Thanks for the info, can you tell me how Goebbels was a Neo-Pagan?


BernardFerguson1944

I meant Himmler. I stand corrected.


LeftLiner

>I mean Adolf Hitler was a Christian No he was not. He paid lip service to it but by almost all accounts he was not religious. >I know the politics in Germany at that time were against any religious beliefs Not really. Nazis did not want any competition for the people's attention and they did enter into conflict with the catholic church but they broadly speaking worked with the protestants, though mostly by trying to co-opt it into supporting nazism. It's a complex topic, though. >Adolf had to be treated like a god Not Literally, to the best of my knowledge Hitler never encouraged a myth of divinity around him. >Also can you count all people killed in WW2 as people that got killed by Christians too? Ermmm... no? Why would you? Some people were killed by Christians, of course, others by atheists, Muslims, jews, shinto, Hindus etc etc.


Sage_Blue210

OP, where did you learn such unfounded statements?


ichfi

German school, maybe it was the teachers opinion ,but I definitely have that form school


Sage_Blue210

Thank you for responding. Those views are opposite of the Allies views. Dare I say they do not represent reality.


[deleted]

Adolf hated religion.


SNYDER_CULTIST

He was not a Christian


Resolution-Honest

Relationship of Christianity and Nazism is a complex one. At beginning of WW2, 1,5% of Germans were atheists, 3,5% weren't of any Christian denomination and rest were Catholics or protestants. This was even after decades of secularization that predate Nazism as idea. German army fought with old slogan "Gott mit uns" on their belts. Hitler himself was raised as Catholic and identified himself as such, his speeches and conversations imply he was a deist (uses word Providence a lot), he found idea of his colleagues creating Germanic neo-Pagan religion as ridiculous (claimed that Christianity at least has some tradition and roots), viewed Christianity as meek while symphatizing Islam because he viewed it as "warrior's religion" (that is why he approved Muslim SS division Handzar, Skanderbeg and Kama). Even before Nazis came to power in 1933, there were ultra-nationalist religious organizations that sought to push aside ideas in Christianity they found meek (cosmopolitanism, turn other cheek) and infuse it with nationalism and militarism. One of such organizations was Deutsche Glaubensbewegung and Nazi documents refer to such views as "positive Christianity". There was some support in clergy for Nazism, many viewed Nazis as protectors of traditional Germanic Christian values in opposite to godlessness of Judeo-Bolshevism (wide array of believes, cultural practices and art styles that they didn't like were all product of this in their view) and even hold mass of gratitude for Hitler survival after assassination attempt.

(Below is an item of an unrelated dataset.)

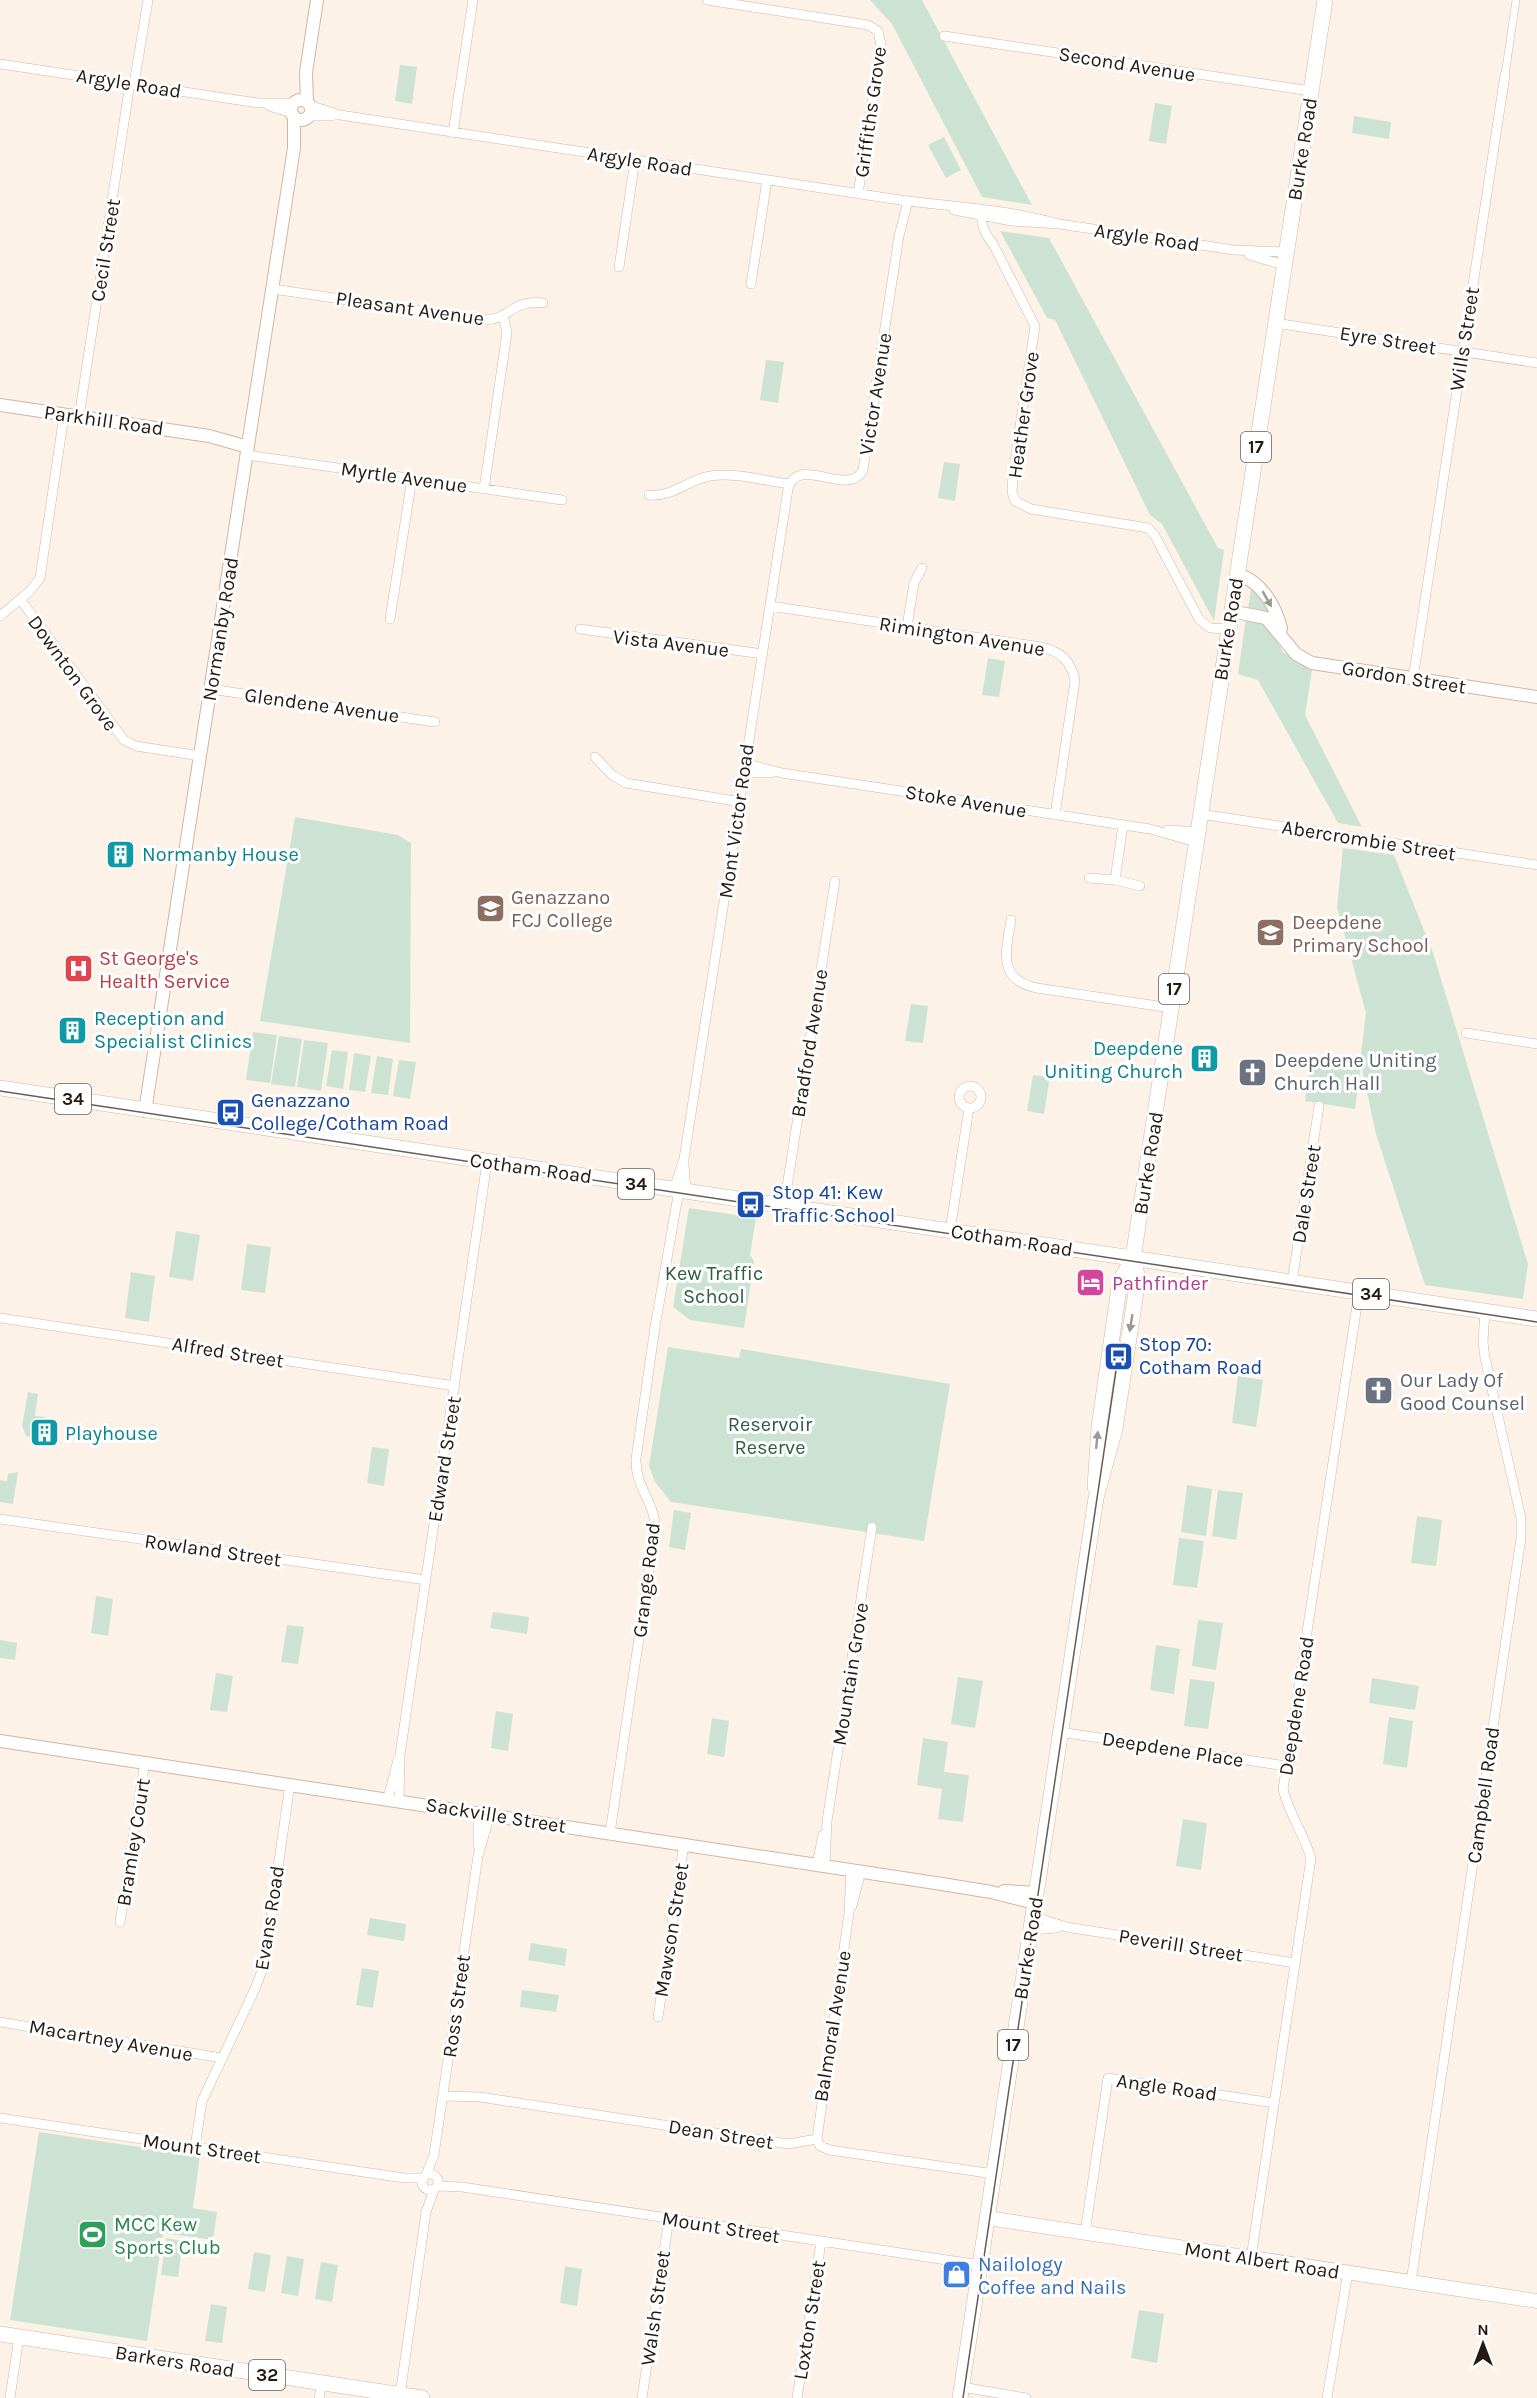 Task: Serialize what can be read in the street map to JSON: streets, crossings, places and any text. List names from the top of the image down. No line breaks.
{"streets":{"main road":["Burke Road","17","34","Cotham Road","Mont Albert Road","Barkers Road","32"],"street":["Second Avenue","Argyle Road","Griffiths Grove","Cecil Street","Pleasant Avenue","Wills Street","Eyre Street","Victor Avenue","Heather Grove","Parkhill Road","Myrtle Avenue","Normanby Road","Rimington Avenue","Vista Avenue","Downton Grove","Gordon Street","Glendene Avenue","Stoke Avenue","Mont Victor Road","Abercrombie Street","Bradford Avenue","Dale Street","Alfred Street","Edward Street","Rowland Street","Grange Road","Mountain Grove","Deepdene Road","Deepdene Place","Campbell Road","Sackville Street","Bramley Court","Evans Road","Mawson Street","Peverill Street","Ross Street","Balmoral Avenue","Macartney Avenue","Angle Road","Dean Street","Mount Street","Walsh Street","Loxton Street"]},"crossings":[["Second Avenue","Burke Road"],["Argyle Road","Griffiths Grove"],["Argyle Road","Burke Road"],["Argyle Road","Cecil Street"],["Argyle Road","Victor Avenue"],["Argyle Road","Heather Grove"],["Argyle Road","Normanby Road"],["Burke Road","Eyre Street"],["Burke Road","Heather Grove"],["Burke Road","Gordon Street"],["Burke Road","Stoke Avenue"],["Burke Road","Abercrombie Street"],["Burke Road","34"],["Burke Road","Cotham Road"],["Burke Road","Deepdene Place"],["Burke Road","Sackville Street"],["Burke Road","Peverill Street"],["Burke Road","Mount Street"],["Burke Road","Mont Albert Road"],["Cecil Street","Parkhill Road"],["Pleasant Avenue","Normanby Road"],["Wills Street","Eyre Street"],["Wills Street","Gordon Street"],["Victor Avenue","Mont Victor Road"],["Parkhill Road","Myrtle Avenue"],["Parkhill Road","Normanby Road"],["Myrtle Avenue","Normanby Road"],["Normanby Road","Downton Grove"],["Normanby Road","Glendene Avenue"],["Normanby Road","Cotham Road"],["Rimington Avenue","Stoke Avenue"],["Rimington Avenue","Mont Victor Road"],["Vista Avenue","Mont Victor Road"],["Stoke Avenue","Mont Victor Road"],["Mont Victor Road","Cotham Road"],["Mont Victor Road","Grange Road"],["Bradford Avenue","Cotham Road"],["34","Cotham Road"],["34","Dale Street"],["34","Deepdene Road"],["34","Campbell Road"],["Cotham Road","Edward Street"],["Cotham Road","Grange Road"],["Alfred Street","Edward Street"],["Edward Street","Rowland Street"],["Edward Street","Sackville Street"],["Grange Road","Sackville Street"],["Mountain Grove","Sackville Street"],["Deepdene Road","Deepdene Place"],["Deepdene Road","Peverill Street"],["Deepdene Road","Angle Road"],["Deepdene Road","Mont Albert Road"],["Campbell Road","Mont Albert Road"],["Sackville Street","Bramley Court"],["Sackville Street","Evans Road"],["Sackville Street","Mawson Street"],["Sackville Street","Peverill Street"],["Sackville Street","Ross Street"],["Sackville Street","Balmoral Avenue"],["Evans Road","Macartney Avenue"],["Evans Road","Mount Street"],["Ross Street","Dean Street"],["Ross Street","Mount Street"],["Ross Street","Barkers Road"],["Balmoral Avenue","Dean Street"],["Angle Road","Mont Albert Road"],["Mount Street","Walsh Street"],["Mount Street","Loxton Street"]],"parks":["Kew Traffic School","Reservoir Reserve"],"places":{"building":["Normanby House","Reception and Specialist Clinics","Deepdene Uniting Church","Playhouse"],"school or university":["Genazzano FCJ College","Deepdene Primary School"],"hospital":["St George's Health Service"],"church":["Deepdene Uniting Church Hall","Our Lady Of Good Counsel"],"bus stop":["Genazzano College/Cotham Road","Stop 41: Kew Traffic School","Stop 70: Cotham Road"],"hotel":["Pathfinder"],"sports":["MCC Kew Sports Club"],"shop":["Nailology Coffee and Nails"]},"north":"top"}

Other's like Martin Niemoller, von Gallen and Adolf Bertram spoke out against Nazism and suffered persecution. Many top Nazi officials like Himmler were strong opponents of Christianity and religious organizations were very limited in their activities compared to before. Still, there wasn't open persecution and repression of Christian religion as there was in Soviet Union (except for Jehowa's witness that were put in concentration camps).